### Task requirements:
Scan the listing below. Report each line that includes "bottom".

### Provided data:
========================

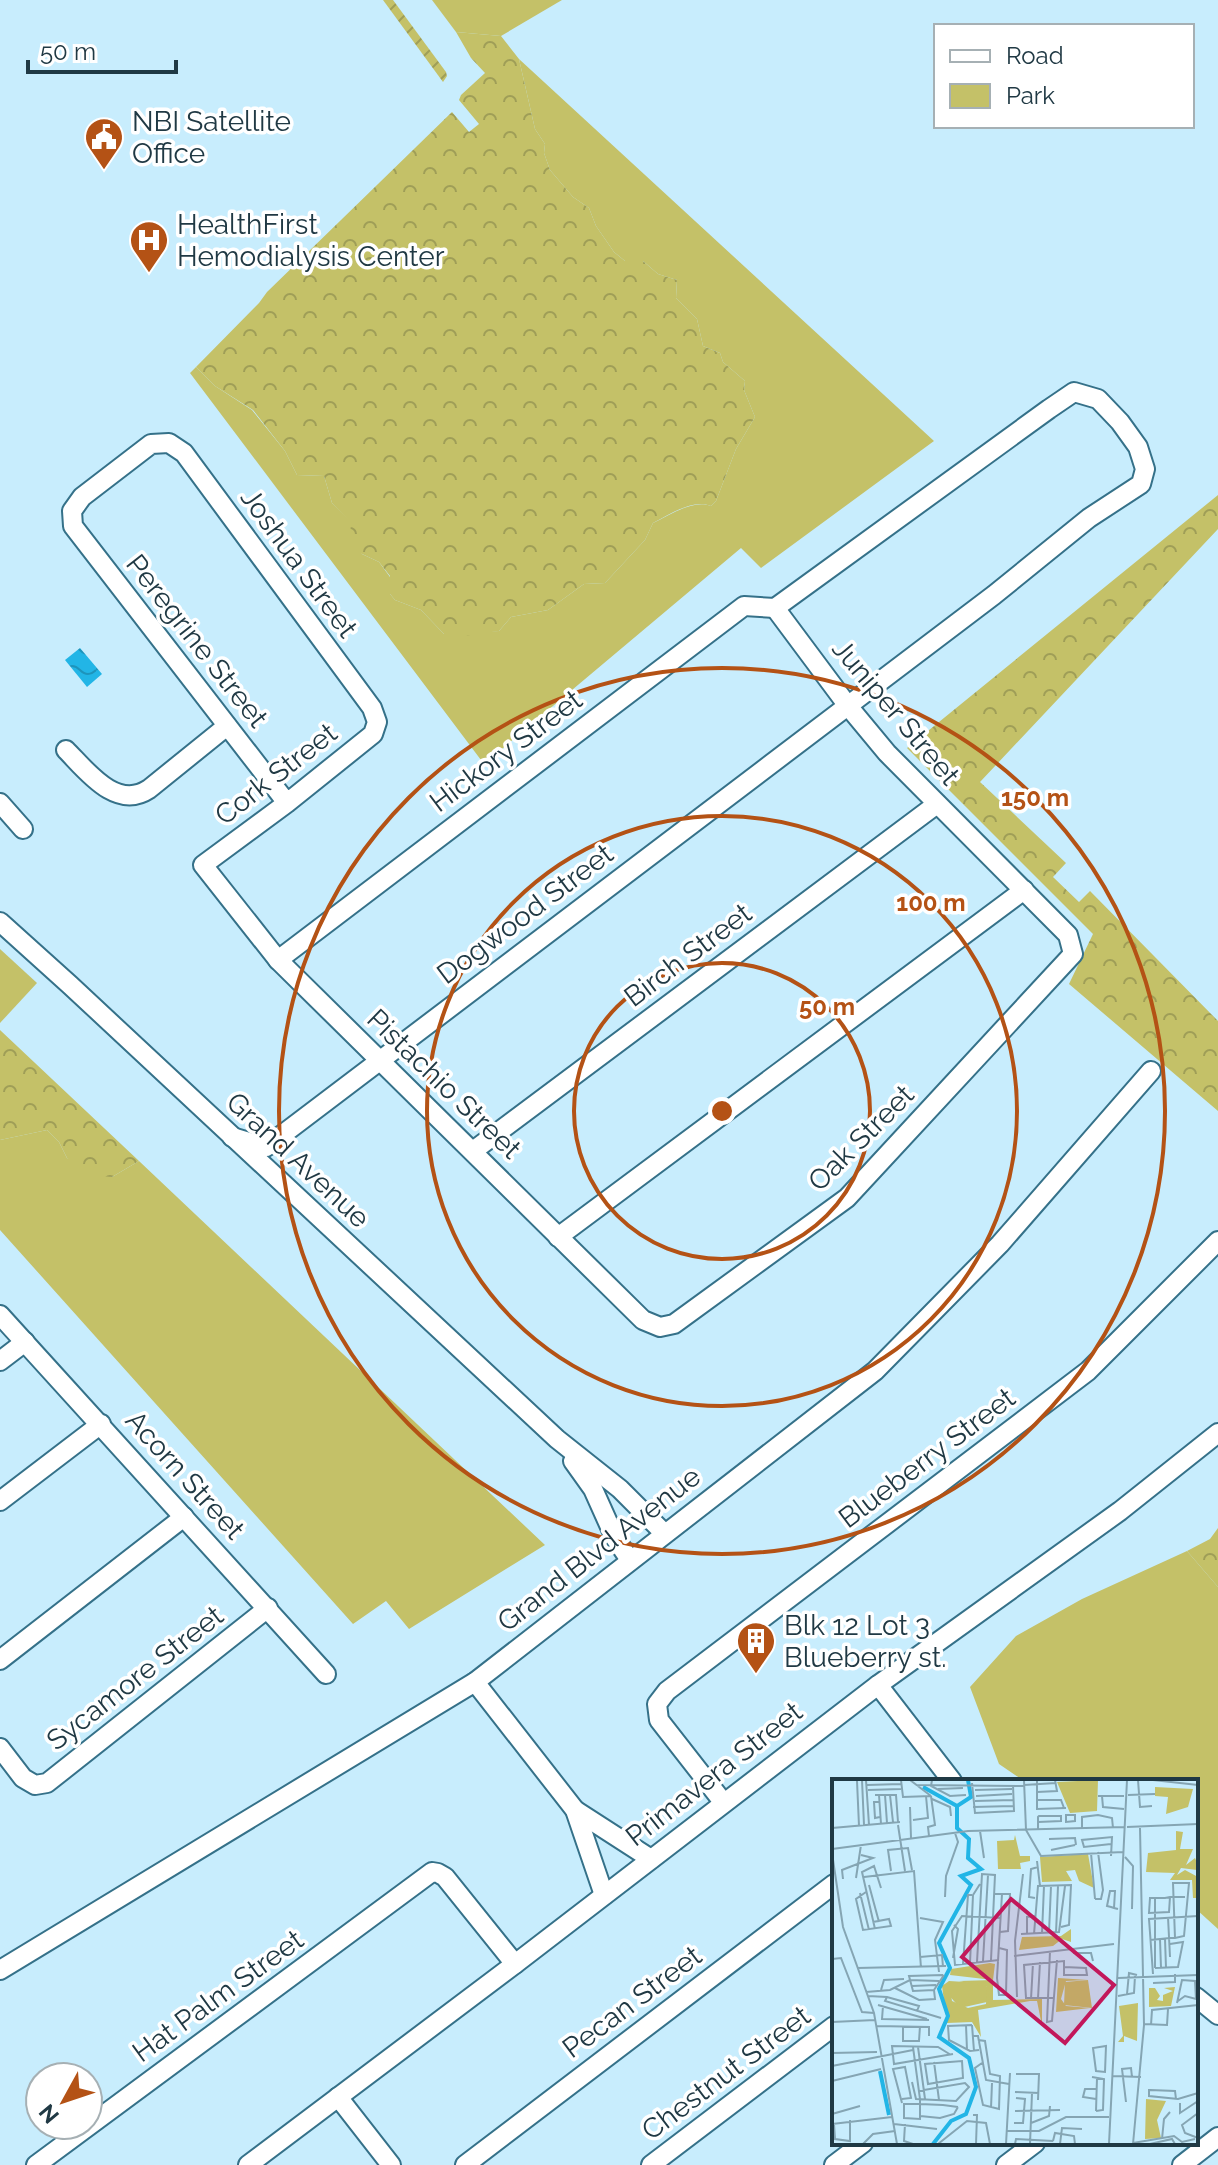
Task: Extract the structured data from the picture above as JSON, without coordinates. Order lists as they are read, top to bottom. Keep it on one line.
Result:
{"streets":{"street":["Joshua Street","Peregrine Street","Juniper Street","Hickory Street","Cork Street","Dogwood Street","Birch Street","Pistachio Street","Oak Street","Grand Avenue","Blueberry Street","Acorn Street","Grand Blvd Avenue","Sycamore Street","Primavera Street","Hat Palm Street","Pecan Street","Chestnut Street"]},"crossings":[["Joshua Street","Peregrine Street"],["Joshua Street","Cork Street"],["Peregrine Street","Cork Street"],["Juniper Street","Hickory Street"],["Juniper Street","Dogwood Street"],["Juniper Street","Birch Street"],["Juniper Street","Oak Street"],["Hickory Street","Dogwood Street"],["Hickory Street","Pistachio Street"],["Cork Street","Pistachio Street"],["Dogwood Street","Pistachio Street"],["Dogwood Street","Grand Avenue"],["Birch Street","Pistachio Street"],["Pistachio Street","Oak Street"],["Grand Avenue","Grand Blvd Avenue"],["Blueberry Street","Primavera Street"],["Acorn Street","Sycamore Street"],["Primavera Street","Hat Palm Street"]],"places":{"public building":["NBI Satellite Office"],"hospital":["HealthFirst Hemodialysis Center"],"building":["Blk 12 Lot 3 Blueberry st."]},"legend":["Road","Park"],"scale_bar":"50 m","north":"bottom left","rings":["150 m","100 m","50 m"]}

========================

### Response to the exercise:
Task: Extract the structured data from the picture above as JSON, without coordinates. Order lists as they are read, top to bottom. Keep it on one line.
{"streets":{"street":["Joshua Street","Peregrine Street","Juniper Street","Hickory Street","Cork Street","Dogwood Street","Birch Street","Pistachio Street","Oak Street","Grand Avenue","Blueberry Street","Acorn Street","Grand Blvd Avenue","Sycamore Street","Primavera Street","Hat Palm Street","Pecan Street","Chestnut Street"]},"crossings":[["Joshua Street","Peregrine Street"],["Joshua Street","Cork Street"],["Peregrine Street","Cork Street"],["Juniper Street","Hickory Street"],["Juniper Street","Dogwood Street"],["Juniper Street","Birch Street"],["Juniper Street","Oak Street"],["Hickory Street","Dogwood Street"],["Hickory Street","Pistachio Street"],["Cork Street","Pistachio Street"],["Dogwood Street","Pistachio Street"],["Dogwood Street","Grand Avenue"],["Birch Street","Pistachio Street"],["Pistachio Street","Oak Street"],["Grand Avenue","Grand Blvd Avenue"],["Blueberry Street","Primavera Street"],["Acorn Street","Sycamore Street"],["Primavera Street","Hat Palm Street"]],"places":{"public building":["NBI Satellite Office"],"hospital":["HealthFirst Hemodialysis Center"],"building":["Blk 12 Lot 3 Blueberry st."]},"legend":["Road","Park"],"scale_bar":"50 m","north":"bottom left","rings":["150 m","100 m","50 m"]}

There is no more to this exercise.